The first week brought bad weather with more fresh snow. We spent time excavating a snow cave and did a lot of reading. Occasionally fragments of the mountains surrounding us loomed out of the colorless fog. The amount of snow made us drop our initial plan of a strategic base camp on a pass to the north. Although we made numerous exploratory ski trips to this pass, our hard-fought ski tracks were erased every single night.
Finally a large high-pressure system came in. With the first blue skies and rays of sunlight, we skied over the pass to the north side of Jezebel (9,620’). We were amazed that this side of the mountain was extremely dry; the glacier was completely icy, a huge contrast with the deep snow on the east side of the mountain. We skied down the winding mass of ice past visible crevasses and lots of disordered boulders. On the left we passed the dark and gloomy unclimbed north face of Jezebel. Immense seracs loomed over us like weapons of mass destruction. After a challenging day of skiing with heavy backpacks, and the burden of insecurity on our minds, we finally arrived underneath our main goal, the north face of Mt. Titanic (ca 9,300’) [Editor’s Note: Titanic has only two previously recorded ascents: the first ascent of the peak via the east face (Beckey-Hogan-McCarty-Tillery, AAJ 1983), and the west face (Helander-Zimmerman, 2015, AAJ 2015).] We immediately noticed the dry conditions on the face, and that night we heard the ominous thunder of a snow avalanche crashing down the only plausible line on the face. Our goal was so close but felt more out of reach than ever.

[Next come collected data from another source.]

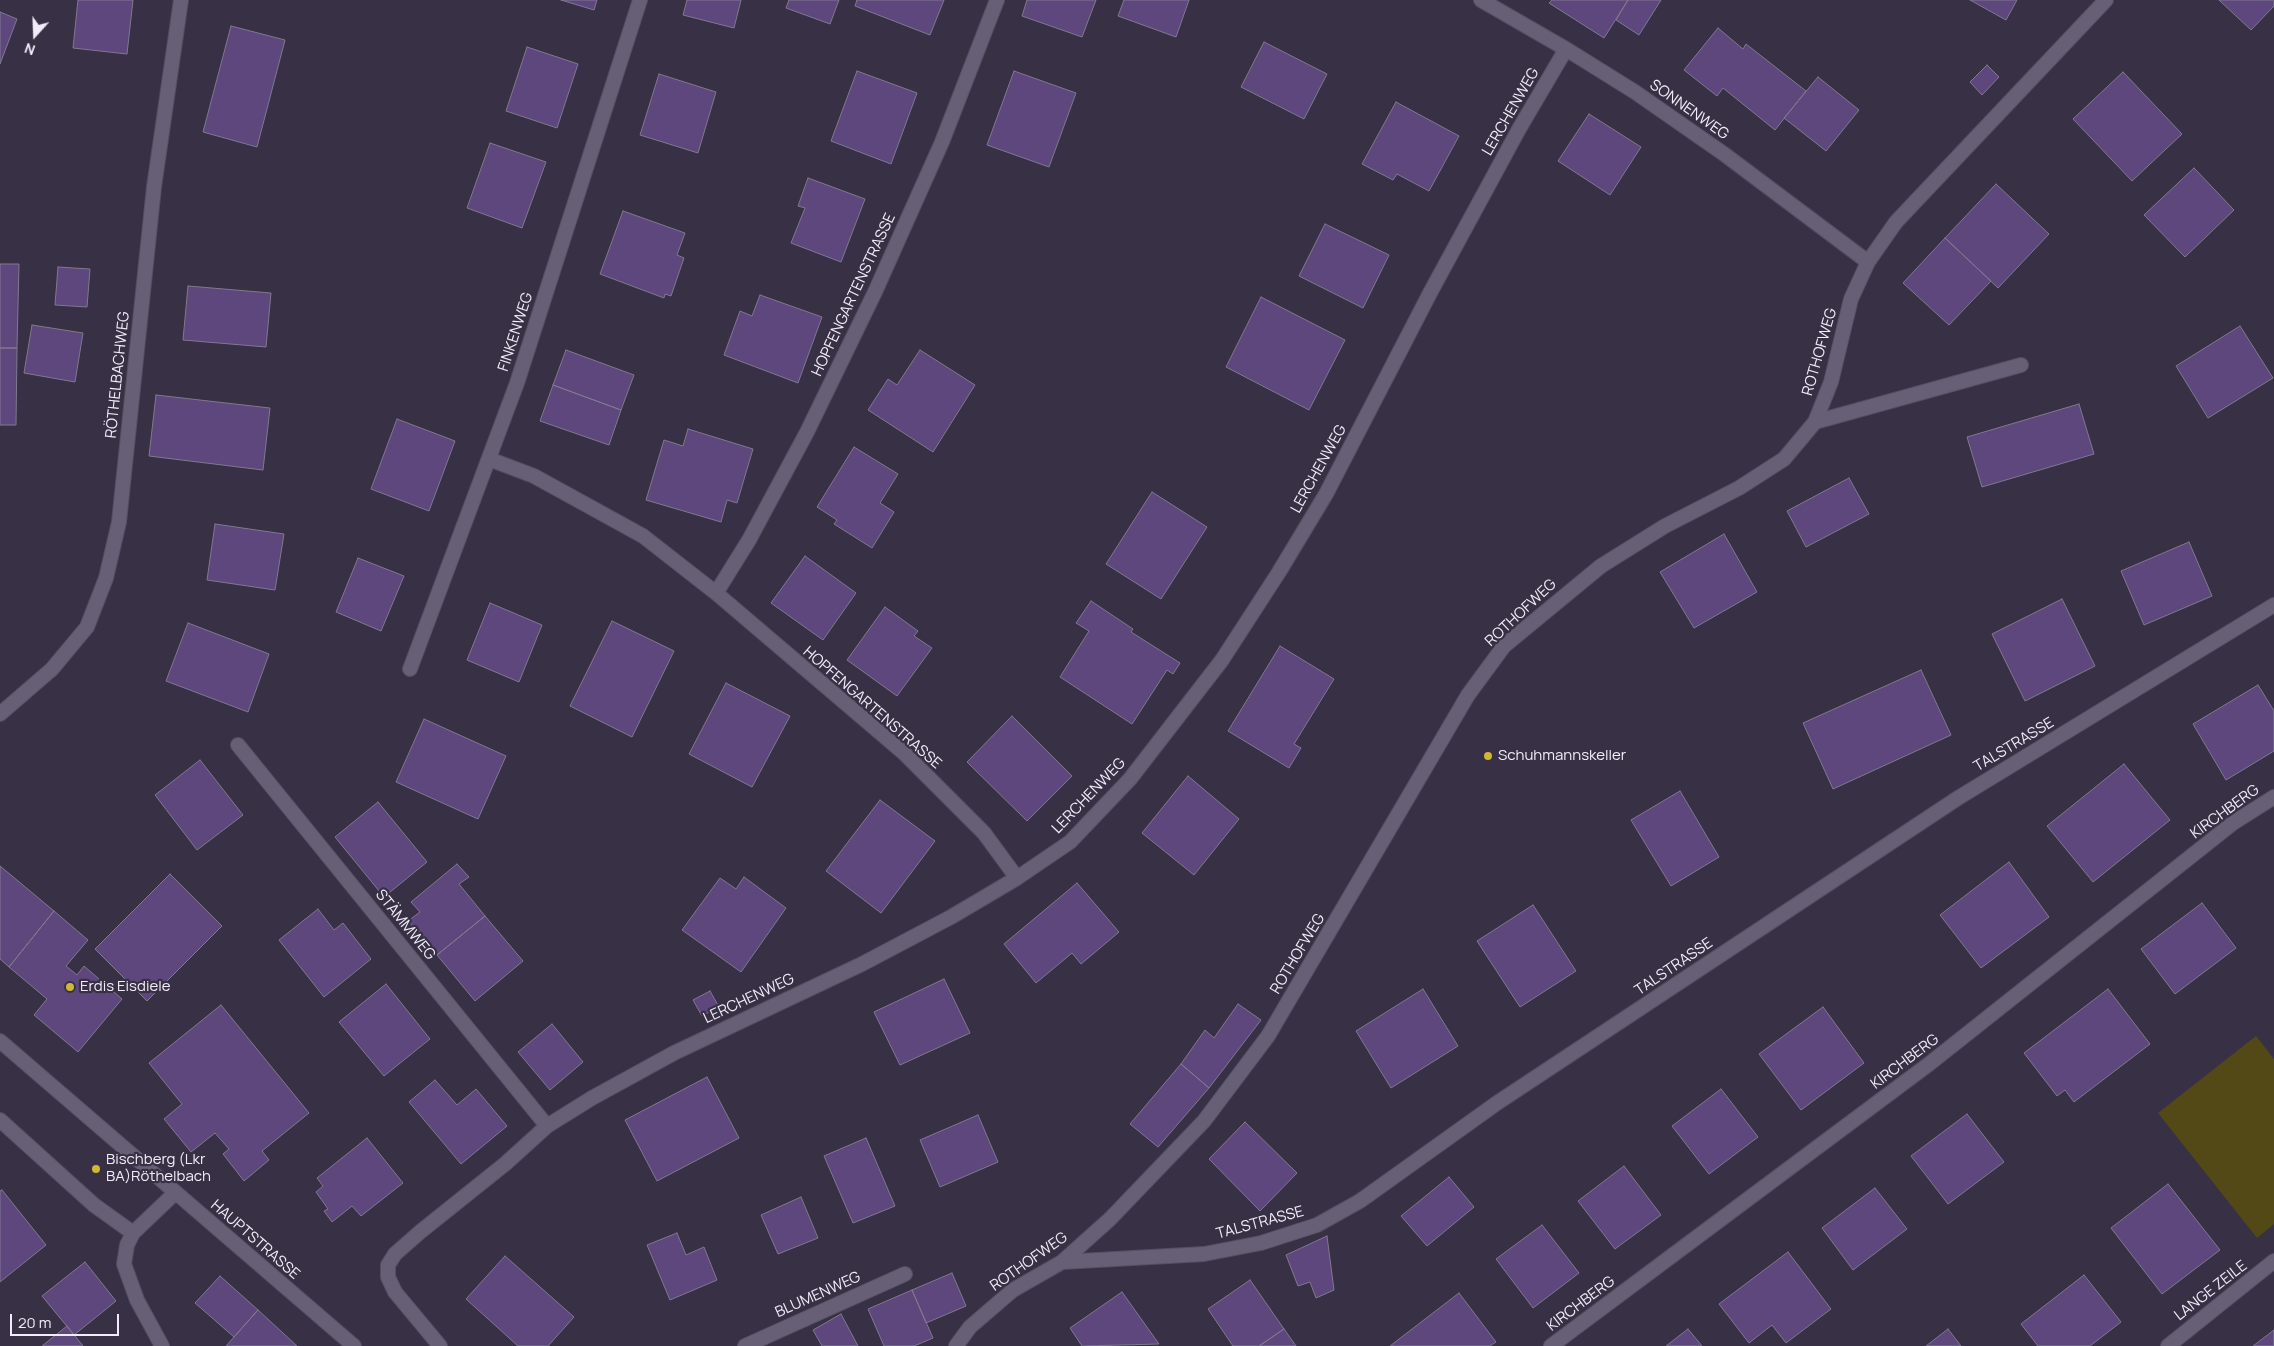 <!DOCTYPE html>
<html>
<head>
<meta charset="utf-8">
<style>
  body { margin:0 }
  #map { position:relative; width:2274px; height:1346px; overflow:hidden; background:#383044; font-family:Manrope,sans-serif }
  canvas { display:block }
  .north { position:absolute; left:10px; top:10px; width:50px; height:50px; -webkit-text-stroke:4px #383044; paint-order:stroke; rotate:200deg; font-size:14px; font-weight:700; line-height:20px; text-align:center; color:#f1ecf9 }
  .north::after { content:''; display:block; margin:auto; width:18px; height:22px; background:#f1ecf9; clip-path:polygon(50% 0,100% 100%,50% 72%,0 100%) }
  .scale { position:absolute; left:10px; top:1314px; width:109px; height:22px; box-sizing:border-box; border:2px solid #f1ecf9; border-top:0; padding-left:6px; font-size:15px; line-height:18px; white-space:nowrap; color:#f1ecf9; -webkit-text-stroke:4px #383044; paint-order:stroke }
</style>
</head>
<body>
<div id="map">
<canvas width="2274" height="1346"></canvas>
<div class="north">N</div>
<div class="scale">20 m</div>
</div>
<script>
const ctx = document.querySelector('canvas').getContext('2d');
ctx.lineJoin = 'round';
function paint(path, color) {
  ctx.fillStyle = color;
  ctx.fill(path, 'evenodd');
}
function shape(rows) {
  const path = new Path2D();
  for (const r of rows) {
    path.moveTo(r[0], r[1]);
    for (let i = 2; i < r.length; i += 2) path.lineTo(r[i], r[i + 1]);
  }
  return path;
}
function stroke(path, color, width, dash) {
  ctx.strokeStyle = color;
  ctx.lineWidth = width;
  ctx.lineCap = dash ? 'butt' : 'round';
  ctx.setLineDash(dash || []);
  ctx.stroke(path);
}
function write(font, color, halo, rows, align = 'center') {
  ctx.font = font + ' Manrope,sans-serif';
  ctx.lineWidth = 4.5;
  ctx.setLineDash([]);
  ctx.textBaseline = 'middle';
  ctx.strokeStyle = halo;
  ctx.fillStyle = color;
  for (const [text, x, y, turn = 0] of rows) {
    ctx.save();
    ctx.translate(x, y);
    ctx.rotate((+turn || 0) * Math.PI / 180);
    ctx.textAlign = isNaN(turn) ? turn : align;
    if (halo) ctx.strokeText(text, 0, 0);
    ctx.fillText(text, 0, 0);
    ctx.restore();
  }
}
paint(shape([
  [2256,1036,2274,1059,2274,1224,2257,1238,2158,1113]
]), '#534917');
const building = shape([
  [78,0,133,0,127,54,73,48,78,0],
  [561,0,597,0,594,10,561,0],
  [687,0,741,0,734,28,683,15,687,0],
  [789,0,839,0,830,24,786,8,789,0],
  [857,0,944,0,930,35,855,6,857,0],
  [1027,0,1096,0,1082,37,1022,16,1027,0],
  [1124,0,1189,0,1176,37,1118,16,1124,0],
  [1552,0,1628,0,1604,38,1549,3,1552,0],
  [1628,0,1661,0,1639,35,1616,20,1628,0],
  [1970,0,2017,0,2006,20,1970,0],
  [2219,0,2274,0,2274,6,2251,30,2219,0],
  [0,12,17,19,0,64,0,12],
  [231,26,285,40,257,147,203,132,231,26],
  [1718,28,1743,49,1746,44,1806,91,1775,130,1723,88,1717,96,1684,70,1718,28],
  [1264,42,1327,74,1304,119,1241,87,1264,42],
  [527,47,578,64,557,128,506,111,527,47],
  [1987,65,1999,77,1982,95,1970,82,1987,65],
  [857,71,917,93,891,164,831,141,857,71],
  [1014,71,1076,93,1049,167,987,145,1014,71],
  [2123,72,2182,134,2132,181,2073,119,2123,72],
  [659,74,716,92,698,153,640,135,659,74],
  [1818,77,1859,110,1826,151,1784,118,1818,77],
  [1396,102,1459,136,1429,191,1397,174,1393,180,1362,164,1396,102],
  [1589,114,1641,147,1610,195,1558,161,1589,114],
  [490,143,546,162,522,228,467,208,490,143],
  [2194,168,2234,210,2185,257,2144,215,2194,168],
  [808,178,865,199,841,262,791,243,805,208,798,206,808,178],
  [1996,184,2049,234,1998,288,1945,238,1996,184],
  [623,211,685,233,677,255,684,258,671,296,665,294,664,298,600,274,623,211],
  [1325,224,1389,255,1363,308,1299,276,1325,224],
  [1945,238,1991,281,1949,325,1903,283,1945,238],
  [0,264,19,264,17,348,0,348,0,264],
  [58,267,90,269,87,307,55,305,58,267],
  [188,286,271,293,266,347,183,340,188,286],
  [760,295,822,317,798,383,724,355,740,311,752,316,760,295],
  [1261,297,1345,340,1309,410,1226,367,1261,297],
  [32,325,83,333,75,382,24,373,32,325],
  [2240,326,2273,378,2208,418,2176,366,2240,326],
  [0,348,17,348,16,425,0,425,0,348],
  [566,350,634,375,621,410,553,385,566,350],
  [920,350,975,385,933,452,868,410,888,379,897,385,920,350],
  [553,385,621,410,609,445,540,421,553,385],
  [156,395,270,408,263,470,149,456,156,395],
  [2079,404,2094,454,1982,487,1967,437,2079,404],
  [397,419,455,441,429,511,371,489,397,419],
  [688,429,753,449,737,503,727,500,721,522,646,500,664,440,683,446,688,429],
  [854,447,898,474,880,503,894,512,872,548,834,524,837,520,817,507,854,447],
  [1849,478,1869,514,1806,547,1787,511,1849,478],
  [1152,492,1207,527,1161,599,1106,564,1152,492],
  [215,524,284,534,275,590,207,580,215,524],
  [1724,534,1757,592,1694,628,1660,572,1724,534],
  [2189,542,2212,596,2144,625,2121,571,2189,542],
  [805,556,856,593,823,640,771,603,805,556],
  [358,558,404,576,381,631,336,612,358,558],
  [2062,599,2095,666,2025,701,1992,634,2062,599],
  [1091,601,1133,629,1131,632,1180,663,1173,674,1167,670,1132,724,1060,677,1089,631,1076,623,1091,601],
  [490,603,542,625,519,682,467,660,490,603],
  [885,607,918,631,914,636,932,648,897,696,847,660,885,607],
  [612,621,674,651,632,737,570,706,612,621],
  [188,623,269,654,248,712,166,681,188,623],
  [1280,646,1334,679,1294,744,1301,748,1289,768,1228,731,1280,646],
  [1921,670,1951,735,1833,789,1803,723,1921,670],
  [726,683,790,716,752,787,689,754,726,683],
  [2258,685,2274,711,2274,751,2226,780,2193,724,2258,685],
  [1012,716,1072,776,1027,821,967,762,1012,716],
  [424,719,506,756,478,819,396,782,424,719],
  [200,760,243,815,197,850,155,795,200,760],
  [2124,764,2170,820,2093,882,2047,826,2124,764],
  [1188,776,1239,819,1194,875,1142,833,1188,776],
  [1680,791,1719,857,1671,886,1631,820,1680,791],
  [880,800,935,841,881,913,826,871,880,800],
  [378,802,427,862,384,897,335,837,378,802],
  [2009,862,2049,917,1981,968,1940,915,2009,862],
  [457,864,469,877,459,884,485,916,437,955,408,921,420,912,411,902,457,864],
  [0,866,54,911,9,967,0,959,0,866],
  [170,874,222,926,147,1001,95,949,170,874],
  [744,877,786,908,741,972,682,930,720,878,736,889,744,877],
  [1077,883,1119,932,1081,964,1072,953,1036,983,1004,944,1077,883],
  [2202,903,2236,948,2175,994,2141,949,2202,903],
  [1533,905,1576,971,1520,1007,1477,941,1533,905],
  [318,909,334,930,343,923,371,959,324,997,279,940,318,909],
  [54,911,88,940,66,966,77,975,84,966,122,999,78,1052,34,1015,47,999,9,967,54,911],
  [485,916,523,961,475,1001,437,955,485,916],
  [944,979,970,1033,900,1065,874,1012,944,979],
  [386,984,430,1039,384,1076,339,1022,386,984],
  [1423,989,1458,1046,1391,1088,1356,1031,1423,989],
  [2108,989,2150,1044,2074,1102,2065,1090,2057,1096,2024,1053,2108,989],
  [710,991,719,1007,702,1016,693,1000,710,991],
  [1238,1004,1261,1020,1209,1088,1181,1064,1205,1030,1214,1038,1238,1004],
  [221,1005,309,1113,262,1151,269,1160,244,1181,223,1154,229,1149,215,1133,191,1152,164,1119,182,1104,149,1063,221,1005],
  [1823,1007,1864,1063,1801,1110,1759,1054,1823,1007],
  [552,1024,583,1062,550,1090,518,1052,552,1024],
  [1181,1064,1209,1088,1158,1147,1130,1124,1181,1064],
  [707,1077,739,1138,657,1181,625,1120,707,1077],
  [435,1080,457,1105,476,1089,507,1126,461,1164,409,1102,435,1080],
  [1721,1089,1758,1137,1709,1174,1672,1126,1721,1089],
  [1967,1114,2004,1162,1948,1204,1911,1156,1967,1114],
  [978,1115,998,1162,940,1187,920,1140,978,1115],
  [1245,1122,1297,1173,1260,1211,1209,1159,1245,1122],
  [367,1138,403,1183,361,1216,352,1206,332,1222,324,1211,328,1209,316,1192,323,1186,317,1178,367,1138],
  [866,1138,895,1206,853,1223,824,1156,866,1138],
  [1624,1166,1661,1215,1615,1249,1578,1201,1624,1166],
  [1449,1177,1474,1207,1427,1246,1401,1216,1449,1177],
  [2168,1184,2220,1250,2162,1294,2111,1228,2168,1184],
  [1875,1188,1907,1229,1853,1270,1822,1228,1875,1188],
  [2,1190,46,1245,0,1282,0,1191,2,1190],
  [801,1197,818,1238,778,1254,761,1215,801,1197],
  [1542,1225,1579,1273,1533,1308,1496,1259,1542,1225],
  [677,1233,686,1255,704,1247,717,1280,670,1300,647,1245,677,1233],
  [1327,1236,1334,1290,1316,1298,1310,1282,1298,1286,1286,1255,1327,1236],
  [1788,1252,1831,1309,1786,1343,1772,1325,1749,1343,1719,1304,1788,1252],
  [505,1256,574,1317,548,1346,518,1346,466,1299,505,1256],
  [85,1262,116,1301,74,1335,42,1296,85,1262],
  [952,1273,966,1306,926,1323,912,1290,952,1273],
  [2084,1275,2121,1322,2090,1346,2038,1346,2021,1324,2084,1275],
  [220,1276,258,1310,234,1337,195,1303,220,1276],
  [1250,1280,1284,1329,1259,1346,1233,1346,1208,1309,1250,1280],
  [912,1290,933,1338,914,1346,884,1346,868,1309,912,1290],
  [1122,1292,1159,1344,1082,1346,1070,1328,1122,1292],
  [1459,1293,1496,1342,1490,1346,1390,1346,1459,1293],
  [258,1310,297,1346,226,1346,258,1310],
  [841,1314,858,1346,822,1346,813,1330,841,1314],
  [67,1326,83,1346,42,1346,67,1326],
  [1284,1329,1296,1346,1259,1346,1284,1329],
  [1688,1329,1702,1346,1666,1346,1688,1329],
  [1948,1329,1961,1346,1926,1346,1948,1329],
  [2274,1330,2274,1346,2253,1346,2274,1330]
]);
paint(building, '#5d477c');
stroke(building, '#817890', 1);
const service = shape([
  [1815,422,2021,365],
  [0,1120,94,1205,133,1233]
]);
const minor = shape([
  [1481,0,1566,49,1635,92,1724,154,1868,262],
  [489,459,534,476,643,536,716,593,905,754,984,833,1017,878],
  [716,593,749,540,807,432,875,292,942,142,997,0],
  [410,669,517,383,640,0],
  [0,714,52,669,87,627,106,578,119,522,154,187,181,0],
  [238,745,547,1126],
  [1062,1262,1204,1254,1261,1243,1317,1225,1360,1201,1497,1103,1958,798,2274,605],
  [162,1346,137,1300,124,1264,127,1245,133,1233,175,1193],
  [440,1346,395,1292,388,1277,388,1265,395,1254,420,1232,505,1164,547,1126,592,1098,674,1053,862,964,951,917,1017,878,1070,842,1130,779,1222,660,1279,572,1326,494,1430,293,1519,129,1566,49],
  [745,1346,905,1274],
  [956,1346,970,1327,1013,1290,1062,1262,1110,1219,1204,1121,1268,1036,1468,695,1504,646,1601,566,1665,526,1739,488,1784,459,1815,422,1831,382,1851,299,1868,262,1896,222,2106,0],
  [1551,1346,1929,1064,2233,823,2274,797],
  [2168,1346,2274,1261]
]);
const tertiary = shape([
  [0,1041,354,1346]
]);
stroke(service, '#564e60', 16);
stroke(minor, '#564e60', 16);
stroke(tertiary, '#564e60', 16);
stroke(service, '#675f76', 14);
stroke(minor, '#675f76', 14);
stroke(tertiary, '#675f76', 14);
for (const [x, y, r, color] of [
  [1488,756,5,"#d0b736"],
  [70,987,5,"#d0b736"],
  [96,1169,5,"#d0b736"]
]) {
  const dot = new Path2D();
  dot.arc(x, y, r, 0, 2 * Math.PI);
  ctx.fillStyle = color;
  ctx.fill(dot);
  stroke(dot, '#383044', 2);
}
write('15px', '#f1ecf9', '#383044', [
  ["SONNENWEG",1689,110,35],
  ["LERCHENWEG",1511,112,-60],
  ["HOPFENGARTENSTRASSE",854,295,-65],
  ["FINKENWEG",516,332,-72],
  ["ROTHOFWEG",1820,352,-74],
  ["RÖTHELBACHWEG",118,375,-84],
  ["LERCHENWEG",1319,469,-61],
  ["ROTHOFWEG",1521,613,-43],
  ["HOPFENGARTENSTRASSE",872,708,41],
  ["TALSTRASSE",2014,745,-31],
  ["LERCHENWEG",1089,796,-46],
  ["KIRCHBERG",2225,812,-36],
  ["STÄMMWEG",405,925,51],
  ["ROTHOFWEG",1298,954,-59],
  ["TALSTRASSE",1674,967,-34],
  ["LERCHENWEG",749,999,-25],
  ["KIRCHBERG",1905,1062,-37],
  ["TALSTRASSE",1260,1223,-15],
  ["HAUPTSTRASSE",255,1240,41],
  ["ROTHOFWEG",1029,1262,-35],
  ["LANGE ZEILE",2211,1291,-38],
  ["BLUMENWEG",818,1295,-24],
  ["KIRCHBERG",1581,1304,-37]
]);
write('15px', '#f1ecf9', '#383044', [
  ["Schuhmannskeller",1498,756],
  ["Erdis Eisdiele",80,987],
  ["Bischberg (Lkr",106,1160],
  ["BA)Röthelbach",106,1177]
], 'left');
</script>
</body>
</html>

Worried about the signals the mountain was giving us, we decided to try Titanic’s unclimbed north ridge instead. At first we expected an easy climb, but arriving at the base of the ridge at dawn, a sentence from an expedition report immediately crossed my mind: "In Alaska everything is bigger than it seems." We climbed on the ridge as much as possible, but sometimes we were forced to climb the eastern flank to pass deep notches in the ridge. Straightforward climbing alternated with challenging and demanding pitches on bad snow and high-quality granite. The money pitch was a beautiful corner leading up to a squeeze chimney surpassing a gigantic chockstone. After the knife-edge summit ridge, we arrived on top of Titanic, enjoying the arctic palette of colors and a stunning view of the Alaska Range (1,130m, M5 60˚).
After downclimbing the upper ridge and descending the east face to the glacier, our return trip to base camp was long and heavy. Whiteouts, unexpected slides, and constantly changing snow conditions made skiing a hellish yet often hilarious undertaking. The high-pressure system was holding, so we prepared for another attempt, this time on the unclimbed northwest face of Peak 8,910’. [Editor’s Note: The first ascent of Peak 8,910’ was made via a col on the north side leading to the east ridge (III 5.4, Funsten-Gonzales-Raynor, 1994. See AAJ 1995.] Unfortunately, we quickly climbed into a section with bare granite slabs, without ice or protection. From our high point we caught a tantalizing glimpse of a perfect line through the face—close but unreachable.
At this point we decided to take a step back in our ambition. From base camp we tried a nice ridge to an unclimbed subpeak of the Obelisk. This attempt was also aborted quickly, mainly due to extremely bad snow. Back in camp, we hid in our sleeping bags and behind our e-readers. In my mind, I tried to put our failed attempts into perspective. An appropriate quote from Ernest Hemingway caught my attention: “The ultimate value of our lives is decided not by how we win but by how we lose.”
Now a strong low-pressure system was building over the Gulf of Alaska. On the last beautiful day in the range, we left base camp in a windchill of -22°C. Our objective was the south couloir of Peak 8,910’. The biting cold soon gave way to burning sun as we climbed up the beautiful couloir, flanked by steep, red granite walls. The couloir was interrupted in two places by steep sections without snow, where we enjoyed short sections of technical climbing. Unfortunately, the final ridge consisted of bizarre unconsolidated snow, and we struggled to find any holds on the smooth granite slabs beneath. Our hard work eventually paid off and we stood on the summit of Peak 8,910’ (800m, M4 60˚). We downclimbed and rappelled our line. A beautiful mountain in a stunning mountain range deserves a name—we would like to propose Tantalus, a figure from Greek mythology that symbolizes something that’s highly desirable but just out of reach.